Сонька с интересом смотрела на странную женщину.
— Почему живешь одна, вдали от людей?
— А зачем мне люди, когда есть Бог?
— У тебя отняли веру?
— В Господа — нет. В людей — да.
— Кто?
— Люди.
Воровка села поровнее.
— Ты не похожа на простую.
— А кто тебе сказал, что я простая? Я из дворян.
— Здесь? Из дворян?!
— А что удивительного? — усмехнулась женщина. — В Сибирь дворян ссылали всегда.
— Ты из ссыльных?
— Муж. Может, слыхала про декабристов?
Сонька неуверенно пожала плечами:
— Вроде слышала.
— Значит, не слыхала. Выступили против государя, некоторых казнили, других сослали. В том числе и моего мужа. На рудники. На них муж и погиб. А я теперь здесь. Одна.
— У тебя украли мужа?
— У меня украли веру в людей. Муж шел на мятеж ради людского счастья. Оказалось, это никому не нужно. В первую очередь тем, ради кого муж рисковал карьерой, семьей, жизнью. Все закончилось предательством и позором. Выяснилось, что люди по природе своей не способны на верность и честь.
— А вы?
— Я? Я в какой-то степени тоже. Потому и нахожусь здесь. Замаливаю грехи.
— Вы предали мужа?
— Я сомневалась в его выборе. И даже осуждала. А сомнение и осуждение — тяжкий грех. Судить может только Бог.
— Как вас зовут?
— Никак. Зачем тебе? Просто женщина, баба…

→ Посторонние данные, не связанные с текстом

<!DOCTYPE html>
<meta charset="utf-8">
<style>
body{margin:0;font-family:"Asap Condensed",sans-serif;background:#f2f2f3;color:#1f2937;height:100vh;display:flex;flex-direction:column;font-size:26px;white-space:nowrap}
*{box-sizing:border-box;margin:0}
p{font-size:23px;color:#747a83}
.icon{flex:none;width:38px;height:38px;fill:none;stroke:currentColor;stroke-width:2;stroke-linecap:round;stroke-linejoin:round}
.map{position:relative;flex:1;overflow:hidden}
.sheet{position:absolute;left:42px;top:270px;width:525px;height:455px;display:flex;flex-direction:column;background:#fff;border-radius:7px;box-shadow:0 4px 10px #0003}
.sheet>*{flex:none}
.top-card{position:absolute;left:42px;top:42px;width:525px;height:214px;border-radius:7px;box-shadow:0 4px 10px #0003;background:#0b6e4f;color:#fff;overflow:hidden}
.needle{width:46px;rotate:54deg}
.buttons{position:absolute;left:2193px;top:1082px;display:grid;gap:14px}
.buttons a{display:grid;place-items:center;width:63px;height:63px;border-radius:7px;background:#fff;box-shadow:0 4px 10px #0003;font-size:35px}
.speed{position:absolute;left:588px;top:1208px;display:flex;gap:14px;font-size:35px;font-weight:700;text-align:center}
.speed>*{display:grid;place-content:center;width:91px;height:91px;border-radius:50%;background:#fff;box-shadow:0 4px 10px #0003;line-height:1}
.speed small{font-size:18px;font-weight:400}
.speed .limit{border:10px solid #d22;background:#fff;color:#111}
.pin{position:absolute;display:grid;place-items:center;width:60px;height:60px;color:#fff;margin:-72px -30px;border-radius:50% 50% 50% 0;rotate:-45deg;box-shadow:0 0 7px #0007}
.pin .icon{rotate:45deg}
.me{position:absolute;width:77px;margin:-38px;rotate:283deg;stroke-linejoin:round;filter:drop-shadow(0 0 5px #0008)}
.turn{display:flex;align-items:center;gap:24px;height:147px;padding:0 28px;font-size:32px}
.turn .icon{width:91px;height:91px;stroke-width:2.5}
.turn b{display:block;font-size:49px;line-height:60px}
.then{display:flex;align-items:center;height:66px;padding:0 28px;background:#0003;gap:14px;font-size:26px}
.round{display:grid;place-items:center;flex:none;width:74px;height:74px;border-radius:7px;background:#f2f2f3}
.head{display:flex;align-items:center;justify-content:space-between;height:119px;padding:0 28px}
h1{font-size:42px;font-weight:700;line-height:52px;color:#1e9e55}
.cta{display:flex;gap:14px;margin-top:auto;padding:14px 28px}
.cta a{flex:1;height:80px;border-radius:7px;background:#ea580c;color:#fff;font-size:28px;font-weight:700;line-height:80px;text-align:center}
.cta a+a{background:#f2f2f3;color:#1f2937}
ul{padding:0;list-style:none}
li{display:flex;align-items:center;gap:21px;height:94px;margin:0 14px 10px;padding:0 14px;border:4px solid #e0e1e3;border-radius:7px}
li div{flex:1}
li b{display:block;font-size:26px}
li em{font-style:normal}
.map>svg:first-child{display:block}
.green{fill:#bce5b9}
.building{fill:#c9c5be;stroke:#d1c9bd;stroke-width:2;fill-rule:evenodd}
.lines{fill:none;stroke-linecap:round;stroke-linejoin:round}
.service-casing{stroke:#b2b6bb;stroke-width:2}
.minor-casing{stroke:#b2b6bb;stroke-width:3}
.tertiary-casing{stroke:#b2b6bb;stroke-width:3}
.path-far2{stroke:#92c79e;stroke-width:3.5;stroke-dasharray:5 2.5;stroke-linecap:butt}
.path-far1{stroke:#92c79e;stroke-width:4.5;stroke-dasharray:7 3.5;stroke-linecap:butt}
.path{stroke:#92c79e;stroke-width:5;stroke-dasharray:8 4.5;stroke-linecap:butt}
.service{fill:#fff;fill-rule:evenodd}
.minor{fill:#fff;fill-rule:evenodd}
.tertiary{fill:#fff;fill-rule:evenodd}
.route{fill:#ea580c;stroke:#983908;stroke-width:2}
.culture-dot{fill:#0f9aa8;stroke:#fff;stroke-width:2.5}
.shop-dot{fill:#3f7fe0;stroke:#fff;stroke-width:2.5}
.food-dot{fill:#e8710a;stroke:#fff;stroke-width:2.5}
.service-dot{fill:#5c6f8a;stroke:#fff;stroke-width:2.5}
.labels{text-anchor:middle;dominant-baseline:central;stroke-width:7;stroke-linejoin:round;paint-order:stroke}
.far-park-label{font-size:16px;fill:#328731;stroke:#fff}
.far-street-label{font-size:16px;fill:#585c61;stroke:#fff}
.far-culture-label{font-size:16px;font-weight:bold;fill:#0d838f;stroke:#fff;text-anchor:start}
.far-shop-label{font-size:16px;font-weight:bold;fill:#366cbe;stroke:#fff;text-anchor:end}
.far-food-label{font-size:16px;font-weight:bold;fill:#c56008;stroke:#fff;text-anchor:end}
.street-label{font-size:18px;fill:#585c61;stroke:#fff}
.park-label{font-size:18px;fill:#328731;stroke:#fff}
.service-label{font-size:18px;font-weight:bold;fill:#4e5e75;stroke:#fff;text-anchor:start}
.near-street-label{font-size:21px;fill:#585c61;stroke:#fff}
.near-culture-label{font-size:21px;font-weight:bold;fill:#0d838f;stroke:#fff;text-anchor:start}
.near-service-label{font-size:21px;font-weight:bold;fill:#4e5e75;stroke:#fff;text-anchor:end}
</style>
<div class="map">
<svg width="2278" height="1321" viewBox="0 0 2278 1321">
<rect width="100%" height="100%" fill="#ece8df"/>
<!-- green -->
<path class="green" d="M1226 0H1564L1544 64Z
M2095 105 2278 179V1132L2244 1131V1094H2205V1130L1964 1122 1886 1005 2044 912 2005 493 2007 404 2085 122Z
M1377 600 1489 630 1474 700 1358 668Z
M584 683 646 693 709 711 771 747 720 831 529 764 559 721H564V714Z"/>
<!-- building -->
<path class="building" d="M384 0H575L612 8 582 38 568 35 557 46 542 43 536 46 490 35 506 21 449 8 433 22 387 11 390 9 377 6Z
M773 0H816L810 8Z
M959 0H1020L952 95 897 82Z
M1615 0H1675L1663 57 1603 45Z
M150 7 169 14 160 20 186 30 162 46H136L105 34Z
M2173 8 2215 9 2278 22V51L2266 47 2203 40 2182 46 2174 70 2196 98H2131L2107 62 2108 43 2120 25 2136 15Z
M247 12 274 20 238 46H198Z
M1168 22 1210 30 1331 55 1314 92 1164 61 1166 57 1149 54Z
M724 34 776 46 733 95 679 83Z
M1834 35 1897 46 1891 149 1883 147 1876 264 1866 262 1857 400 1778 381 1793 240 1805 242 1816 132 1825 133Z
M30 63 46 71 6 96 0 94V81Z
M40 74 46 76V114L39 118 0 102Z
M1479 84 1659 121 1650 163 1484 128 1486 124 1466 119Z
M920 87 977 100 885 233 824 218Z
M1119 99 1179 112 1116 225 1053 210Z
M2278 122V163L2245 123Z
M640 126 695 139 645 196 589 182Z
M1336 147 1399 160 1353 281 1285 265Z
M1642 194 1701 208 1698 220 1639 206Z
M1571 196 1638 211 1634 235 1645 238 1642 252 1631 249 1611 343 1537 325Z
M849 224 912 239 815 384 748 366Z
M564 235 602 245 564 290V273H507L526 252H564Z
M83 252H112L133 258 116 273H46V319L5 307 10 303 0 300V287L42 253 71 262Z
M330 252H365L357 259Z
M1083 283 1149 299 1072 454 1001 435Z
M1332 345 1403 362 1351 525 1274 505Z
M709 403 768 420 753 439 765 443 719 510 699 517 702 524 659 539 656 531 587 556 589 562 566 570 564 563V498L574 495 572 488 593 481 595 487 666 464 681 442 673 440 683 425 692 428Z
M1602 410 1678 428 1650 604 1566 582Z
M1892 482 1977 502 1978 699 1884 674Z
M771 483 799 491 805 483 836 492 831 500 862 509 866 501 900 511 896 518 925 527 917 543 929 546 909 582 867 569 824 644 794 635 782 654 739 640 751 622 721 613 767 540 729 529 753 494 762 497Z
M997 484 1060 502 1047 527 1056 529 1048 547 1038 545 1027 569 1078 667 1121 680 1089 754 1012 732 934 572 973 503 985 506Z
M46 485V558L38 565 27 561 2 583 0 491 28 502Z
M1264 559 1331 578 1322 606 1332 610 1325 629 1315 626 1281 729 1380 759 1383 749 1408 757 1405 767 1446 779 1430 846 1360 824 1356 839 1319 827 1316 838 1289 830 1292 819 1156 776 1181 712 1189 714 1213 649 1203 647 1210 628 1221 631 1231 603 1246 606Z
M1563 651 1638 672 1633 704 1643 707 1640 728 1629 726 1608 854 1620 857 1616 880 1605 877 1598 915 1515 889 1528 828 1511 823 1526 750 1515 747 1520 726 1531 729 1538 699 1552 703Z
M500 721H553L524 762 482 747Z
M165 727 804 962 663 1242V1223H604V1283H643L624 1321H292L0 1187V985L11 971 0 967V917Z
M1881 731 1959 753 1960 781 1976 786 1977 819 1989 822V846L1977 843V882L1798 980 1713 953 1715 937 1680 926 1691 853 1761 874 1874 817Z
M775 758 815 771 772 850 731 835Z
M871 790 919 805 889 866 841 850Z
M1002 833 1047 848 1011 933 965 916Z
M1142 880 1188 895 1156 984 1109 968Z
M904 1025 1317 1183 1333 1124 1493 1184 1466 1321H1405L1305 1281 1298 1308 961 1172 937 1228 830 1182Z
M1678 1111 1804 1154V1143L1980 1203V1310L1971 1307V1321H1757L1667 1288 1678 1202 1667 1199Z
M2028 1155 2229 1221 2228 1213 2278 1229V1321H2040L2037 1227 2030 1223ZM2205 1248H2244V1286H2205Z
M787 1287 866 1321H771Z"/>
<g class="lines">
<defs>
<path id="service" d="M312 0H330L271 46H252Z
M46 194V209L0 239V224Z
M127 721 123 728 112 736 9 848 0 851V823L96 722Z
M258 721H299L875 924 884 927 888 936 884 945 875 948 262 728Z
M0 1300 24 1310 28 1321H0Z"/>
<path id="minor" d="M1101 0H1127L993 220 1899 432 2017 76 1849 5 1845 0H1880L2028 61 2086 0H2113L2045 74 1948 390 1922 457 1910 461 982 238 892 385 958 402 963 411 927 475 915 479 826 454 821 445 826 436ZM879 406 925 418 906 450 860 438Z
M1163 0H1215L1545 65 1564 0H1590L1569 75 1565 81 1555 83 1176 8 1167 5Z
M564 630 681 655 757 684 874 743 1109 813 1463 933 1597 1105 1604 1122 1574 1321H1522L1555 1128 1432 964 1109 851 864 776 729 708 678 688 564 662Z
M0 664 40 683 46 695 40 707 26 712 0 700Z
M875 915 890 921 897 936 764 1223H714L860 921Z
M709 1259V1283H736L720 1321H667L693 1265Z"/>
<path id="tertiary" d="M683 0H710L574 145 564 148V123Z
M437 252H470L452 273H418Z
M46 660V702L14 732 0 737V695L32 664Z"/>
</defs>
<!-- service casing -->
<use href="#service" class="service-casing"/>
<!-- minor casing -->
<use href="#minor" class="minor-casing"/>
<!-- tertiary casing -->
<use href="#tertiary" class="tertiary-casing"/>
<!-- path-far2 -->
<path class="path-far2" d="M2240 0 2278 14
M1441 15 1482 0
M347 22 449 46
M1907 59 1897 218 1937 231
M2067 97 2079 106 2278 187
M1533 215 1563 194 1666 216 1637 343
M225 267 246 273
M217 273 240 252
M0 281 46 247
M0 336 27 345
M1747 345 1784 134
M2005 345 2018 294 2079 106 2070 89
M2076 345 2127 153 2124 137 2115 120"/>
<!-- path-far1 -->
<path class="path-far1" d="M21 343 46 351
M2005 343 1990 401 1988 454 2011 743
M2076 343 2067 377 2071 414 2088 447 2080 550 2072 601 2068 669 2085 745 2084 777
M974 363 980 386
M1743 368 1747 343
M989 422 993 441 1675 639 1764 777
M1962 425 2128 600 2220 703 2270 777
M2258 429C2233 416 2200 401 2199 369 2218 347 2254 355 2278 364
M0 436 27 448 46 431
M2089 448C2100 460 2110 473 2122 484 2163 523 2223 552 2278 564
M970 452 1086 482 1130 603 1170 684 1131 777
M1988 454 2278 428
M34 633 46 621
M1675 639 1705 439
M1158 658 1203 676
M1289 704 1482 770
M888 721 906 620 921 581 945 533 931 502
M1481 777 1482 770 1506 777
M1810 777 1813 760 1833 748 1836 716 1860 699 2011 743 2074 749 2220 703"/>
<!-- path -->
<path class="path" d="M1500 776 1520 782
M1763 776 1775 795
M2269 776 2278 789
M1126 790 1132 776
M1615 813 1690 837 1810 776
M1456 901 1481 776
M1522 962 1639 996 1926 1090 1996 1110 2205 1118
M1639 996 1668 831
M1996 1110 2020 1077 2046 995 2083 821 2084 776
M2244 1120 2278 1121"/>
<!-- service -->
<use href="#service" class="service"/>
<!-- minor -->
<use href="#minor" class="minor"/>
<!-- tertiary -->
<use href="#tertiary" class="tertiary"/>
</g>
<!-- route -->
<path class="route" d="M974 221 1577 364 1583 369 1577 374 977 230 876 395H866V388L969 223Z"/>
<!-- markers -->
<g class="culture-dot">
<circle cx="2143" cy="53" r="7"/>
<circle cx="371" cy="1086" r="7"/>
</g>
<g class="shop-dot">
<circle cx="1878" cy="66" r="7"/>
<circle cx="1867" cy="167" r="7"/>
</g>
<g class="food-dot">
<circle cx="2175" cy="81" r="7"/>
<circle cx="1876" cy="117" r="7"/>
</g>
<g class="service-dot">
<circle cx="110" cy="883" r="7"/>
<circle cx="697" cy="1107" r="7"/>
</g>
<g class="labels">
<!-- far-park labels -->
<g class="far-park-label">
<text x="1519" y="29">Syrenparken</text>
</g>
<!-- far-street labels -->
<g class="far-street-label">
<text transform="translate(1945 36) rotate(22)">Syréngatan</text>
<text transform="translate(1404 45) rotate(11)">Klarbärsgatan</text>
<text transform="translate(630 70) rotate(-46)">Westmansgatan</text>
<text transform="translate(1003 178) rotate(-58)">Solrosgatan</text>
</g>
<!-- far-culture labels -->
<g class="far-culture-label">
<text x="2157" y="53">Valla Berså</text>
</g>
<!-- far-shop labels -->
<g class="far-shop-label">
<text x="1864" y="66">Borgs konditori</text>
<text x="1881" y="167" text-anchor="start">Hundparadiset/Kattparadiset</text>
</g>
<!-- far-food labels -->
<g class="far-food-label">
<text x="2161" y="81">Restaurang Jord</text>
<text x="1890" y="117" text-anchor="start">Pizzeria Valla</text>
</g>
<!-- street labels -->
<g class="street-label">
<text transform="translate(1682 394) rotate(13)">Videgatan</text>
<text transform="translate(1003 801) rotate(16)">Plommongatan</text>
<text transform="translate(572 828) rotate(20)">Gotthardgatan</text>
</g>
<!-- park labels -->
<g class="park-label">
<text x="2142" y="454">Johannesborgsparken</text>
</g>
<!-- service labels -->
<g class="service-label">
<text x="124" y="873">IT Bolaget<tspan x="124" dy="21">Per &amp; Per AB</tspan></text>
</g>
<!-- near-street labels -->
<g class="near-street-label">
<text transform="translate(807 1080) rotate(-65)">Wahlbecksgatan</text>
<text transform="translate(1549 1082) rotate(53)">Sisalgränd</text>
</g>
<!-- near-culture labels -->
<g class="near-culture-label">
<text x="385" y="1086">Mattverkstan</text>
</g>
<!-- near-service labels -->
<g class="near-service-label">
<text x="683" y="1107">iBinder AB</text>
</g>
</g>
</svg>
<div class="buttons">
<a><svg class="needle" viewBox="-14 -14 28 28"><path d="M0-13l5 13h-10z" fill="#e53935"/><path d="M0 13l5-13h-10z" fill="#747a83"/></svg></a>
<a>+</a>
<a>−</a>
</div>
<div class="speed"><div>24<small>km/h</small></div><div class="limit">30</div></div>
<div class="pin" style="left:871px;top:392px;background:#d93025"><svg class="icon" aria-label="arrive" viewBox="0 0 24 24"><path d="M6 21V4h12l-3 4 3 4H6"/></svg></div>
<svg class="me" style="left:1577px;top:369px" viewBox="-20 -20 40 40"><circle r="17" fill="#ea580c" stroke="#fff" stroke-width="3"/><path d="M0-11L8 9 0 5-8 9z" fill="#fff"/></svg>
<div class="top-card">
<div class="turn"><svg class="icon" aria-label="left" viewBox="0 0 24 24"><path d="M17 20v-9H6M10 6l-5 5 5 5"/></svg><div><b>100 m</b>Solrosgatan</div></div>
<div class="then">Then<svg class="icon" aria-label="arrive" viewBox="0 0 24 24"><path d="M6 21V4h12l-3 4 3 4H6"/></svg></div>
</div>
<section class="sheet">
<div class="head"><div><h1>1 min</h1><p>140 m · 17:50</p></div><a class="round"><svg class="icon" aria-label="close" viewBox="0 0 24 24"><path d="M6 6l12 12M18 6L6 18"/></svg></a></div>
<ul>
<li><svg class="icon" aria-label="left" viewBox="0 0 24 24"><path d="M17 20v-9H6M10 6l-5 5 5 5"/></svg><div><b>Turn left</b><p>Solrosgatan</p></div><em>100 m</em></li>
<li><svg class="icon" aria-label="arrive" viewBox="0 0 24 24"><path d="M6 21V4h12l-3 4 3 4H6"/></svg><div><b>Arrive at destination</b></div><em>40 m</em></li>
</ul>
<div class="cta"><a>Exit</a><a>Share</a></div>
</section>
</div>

Она замолчала, глядя в черную стену перед собой, в ее облике была отрешенность и вечность.
Потрескивали поленья в печи, горела лампадка перед иконой, негромко гулял снежный ветер за окном.
* * *
Пригревало весеннее солнце, тихо подтаивал снег, трескалась кора деревьев, подавала радостные звуки почуявшая тепло птичка.
Женщина провожала гостью. Сонька была одета в ватник хозяйки, на ногах — тяжелые сапоги с коротким голенищем. Та вывела Соньку за ограду, перекрестила.
— Ступай. С Богом.
— Спасибо тебе.
— Скажешь спасибо, когда доберешься до железки. Отсюда с месяц ходу.
— Доберусь.
— Опять воровать будешь?
Сонька улыбнулась:
— Так ведь не грех это. Баловство… А потом надо на что-то жить.
Женщина с укором усмехнулась:
— Гляди, как бы не оказалась снова в этих краях.
Воровка подошла к ней почти лицом к лицу, доверительно прошептала:
— Не окажусь. Найду Володю, поговорю с ним, и если у нас сложится, воровать больше не буду.
— Он ведь предал тебя.
— А может, я его? Я ведь тоже не была святой.
Женщина с сожалением покачала головой.
— Предавший однажды непременно предаст и в последующем.
— Да, это о нас двоих. О нем и обо мне, — согласилась Сонька.
Низко поклонилась и пошла прочь.
— Не забудь детей проведать, — крикнула вдогонку хозяйка избы.
— Не забуду.
Женщина осенила ее крестом, долго смотрела вслед, пока та не скрылась в густой, почерневшей к весне тайге.
ЧАСТЬ ОДИННАДЦАТАЯ
Была ранняя весна. Уже набухали почки на редких петербургских деревьях, журчали грязные ручейки вдоль тротуаров, плыли по узким каналам подтаявшие льдины.